NY Times, Nov. 27, 2002
Ford Motor Is Linked to Argentina's 'Dirty War'
By LARRY ROHTER
BUENOS AIRES — Pedro Troiani was at work on the assembly line at the
Ford Motor plant here one morning in April 1976 when more than a dozen
heavily armed men burst into the factory and made their way toward him,
he recalled recently.
At gunpoint, he said, he was paraded through the plant and driven in a
company truck to a soccer field in the factory complex where, he said,
the Argentine Army had set up a barracks and detention center.
He described being bound with wire, kicked and held for eight hours on
the factory grounds. Mr. Troiani, a labor leader at the time, said he
and four other Ford employees were then transferred to a secret prison
and eventually to a special detention camp as part of the "dirty war"
against anyone considered a leftist opponent by the military
dictatorship that ruled this country from 1976 to 1983.
A spokesman for Ford here, Rolo Ceretti, said he could neither confirm
nor deny Mr. Troiani's account "because these events happened 26 years
ago and most of the people who worked at the company no longer do."
But, he said, "to talk of a detention center within our plant is not
correct."
"This was a very sad and bitter time," he added, "and no one can defend
what happened. But to attempt to place responsibility on the company for
things that happened at the level of government seems to me to be a bit
absurd."
Based in part on Mr. Troiani's account, a federal prosecutor here filed
a criminal complaint against Ford Argentina this month and ordered an
investigation into the company's conduct under the junta that ruled this
country. It charges that Ford and its senior executives "managed,
participated in or covered up the illegal detention" of Mr. Troiani and
nearly two dozen other employees.
In an interview, Mr. Troiani said: "Jail was pure terror because people
were disappearing all the time and you didn't know if you were going to
be the next to be killed. A lot of time has passed, but the truth is
that Ford and its executives colluded in the kidnapping of its own
workers, and I think they should be held responsible for that."

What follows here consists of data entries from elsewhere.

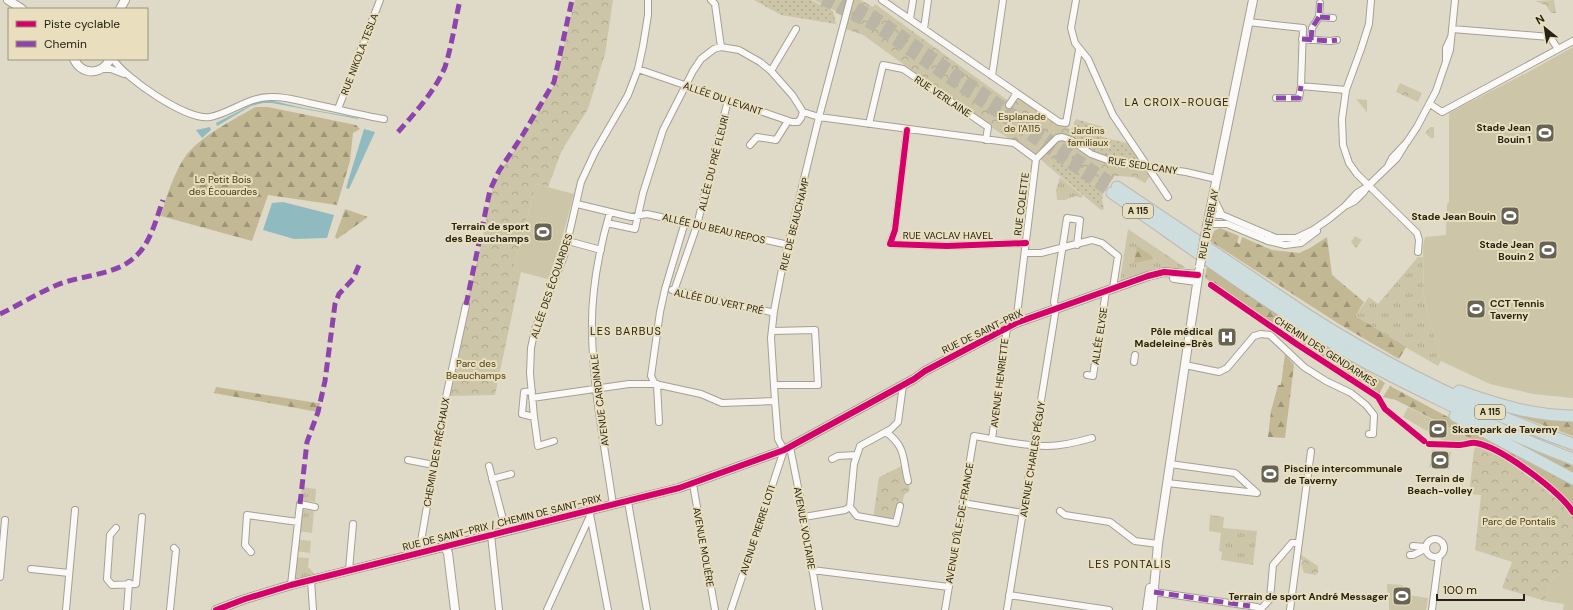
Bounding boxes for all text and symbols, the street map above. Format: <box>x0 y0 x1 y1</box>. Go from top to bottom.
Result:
legend <box>8 8 148 60</box>
north arrow <box>1525 8 1565 48</box>
street label: RUE NIKOLA TESLA <box>338 11 381 97</box>
text: N <box>1533 11 1547 27</box>
text: Piste cyclable <box>44 16 120 32</box>
text: Chemin <box>44 36 87 52</box>
street label: RUE VERLAINE <box>912 73 974 120</box>
street label: ALLÉE DU LEVANT <box>681 79 765 118</box>
district label: LA CROIX-ROUGE <box>1125 95 1229 109</box>
park label: Esplanade de l'A115 <box>998 110 1046 135</box>
street label: ALLÉE DU PRÉ FLEURI <box>695 114 732 212</box>
place label: Stade Jean Bouin 1 <box>1476 121 1531 146</box>
sports icon: Stade Jean Bouin 1 <box>1534 122 1556 144</box>
park label: Jardins familiaux <box>1068 124 1108 149</box>
street label: RUE SEDLCANY <box>1107 154 1179 177</box>
street label: RUE COLETTE <box>1011 171 1032 236</box>
park label: Le Petit Bois des Écouardes <box>189 173 257 198</box>
street label: RUE DE BEAUCHAMP <box>777 176 812 272</box>
street label: RUE D'HERBLAY <box>1195 188 1222 260</box>
road number: A 115 <box>1123 204 1153 218</box>
sports icon: Stade Jean Bouin <box>1499 205 1521 227</box>
street label: ALLÉE DU BEAU REPOS <box>661 210 767 247</box>
place label: Stade Jean Bouin <box>1411 210 1496 223</box>
place label: Terrain de sport des Beauchamps <box>445 220 529 245</box>
sports icon: Terrain de sport des Beauchamps <box>532 221 554 243</box>
street label: RUE VACLAV HAVEL <box>903 229 993 242</box>
street label: ALLÉE DES ÉCOUARDES <box>527 232 576 340</box>
place label: Stade Jean Bouin 2 <box>1479 238 1534 263</box>
sports icon: Stade Jean Bouin 2 <box>1537 239 1559 261</box>
street label: ALLÉE DU VERT PRÉ <box>673 286 765 317</box>
place label: CCT Tennis Taverny <box>1490 297 1545 322</box>
sports icon: CCT Tennis Taverny <box>1465 298 1487 320</box>
street label: RUE DE SAINT-PRIX <box>940 306 1025 357</box>
street label: ALLÉE ELYSE <box>1089 306 1110 366</box>
street label: CHEMIN DES GENDARMES <box>1272 313 1380 390</box>
district label: LES BARBUS <box>590 324 662 338</box>
place label: Pôle médical Madeleine-Brès <box>1135 325 1213 350</box>
hospital icon: Pôle médical Madeleine-Brès <box>1216 326 1238 348</box>
street label: AVENUE HENRIETTE <box>988 337 1011 428</box>
street label: AVENUE CARDINALE <box>587 353 612 447</box>
park label: Parc des Beauchamps <box>446 357 506 382</box>
street label: CHEMIN DES FRÉCHAUX <box>420 396 453 508</box>
street label: AVENUE CHARLES PÉGUY <box>1017 400 1048 518</box>
road number: A 115 <box>1475 405 1505 419</box>
sports icon: Skatepark de Taverny <box>1427 418 1449 440</box>
place label: Skatepark de Taverny <box>1452 423 1558 436</box>
sports icon: Terrain de Beach-volley <box>1429 449 1451 471</box>
street label: AVENUE D'ÎLE-DE-FRANCE <box>942 461 977 585</box>
place label: Piscine intercommunale de Taverny <box>1284 462 1403 487</box>
sports icon: Piscine intercommunale de Taverny <box>1259 463 1281 485</box>
place label: Terrain de Beach-volley <box>1408 472 1472 497</box>
street label: AVENUE PIERRE LOTI <box>737 484 778 577</box>
street label: AVENUE VOLTAIRE <box>791 486 818 571</box>
street label: RUE DE SAINT-PRIX / CHEMIN DE SAINT-PRIX <box>401 491 603 554</box>
street label: AVENUE MOLIÈRE <box>690 506 717 588</box>
park label: Parc de Pontalis <box>1482 515 1556 528</box>
district label: LES PONTALIS <box>1088 557 1172 571</box>
scale bar <box>1437 576 1524 602</box>
text: 100 m <box>1443 582 1477 598</box>
sports icon: Terrain de sport André Messager <box>1391 585 1413 607</box>
place label: Terrain de sport André Messager <box>1229 590 1388 603</box>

Over the next year, he says, he was repeatedly beaten, tortured and
deprived of sleep and food.
The case is an outgrowth of similar charges made against Mercedes-Benz,
today a subsidiary of DaimlerChrysler. A total of 16 workers at its
plant in a suburb of Buenos Aires were abducted either at home or on the
job from 1976 to 1977. All but two are assumed to have been killed.
The Mercedes-Benz hearings have been going on for four years, propelled
largely by the effort of a German journalist, Gabriele Weber, who has
published her findings in a book in German, "The Disappeared of
Mercedes-Benz." But the inquiry has received relatively little attention
here because most Argentines are focused on the country's current
economic collapse and are not eager to reopen an even more painful
chapter of their history.
DaimlerChrysler Argentina did not respond to several phone calls
requesting comment on the investigation. But Ursula Mertzig, a
spokeswoman for the parent corporation in Germany, said the company was
cooperating fully and was confident that no wrongdoing had occurred. "We
have no hint that our management was involved in the disappearance of
the 14 workers, which we regret very much," she said.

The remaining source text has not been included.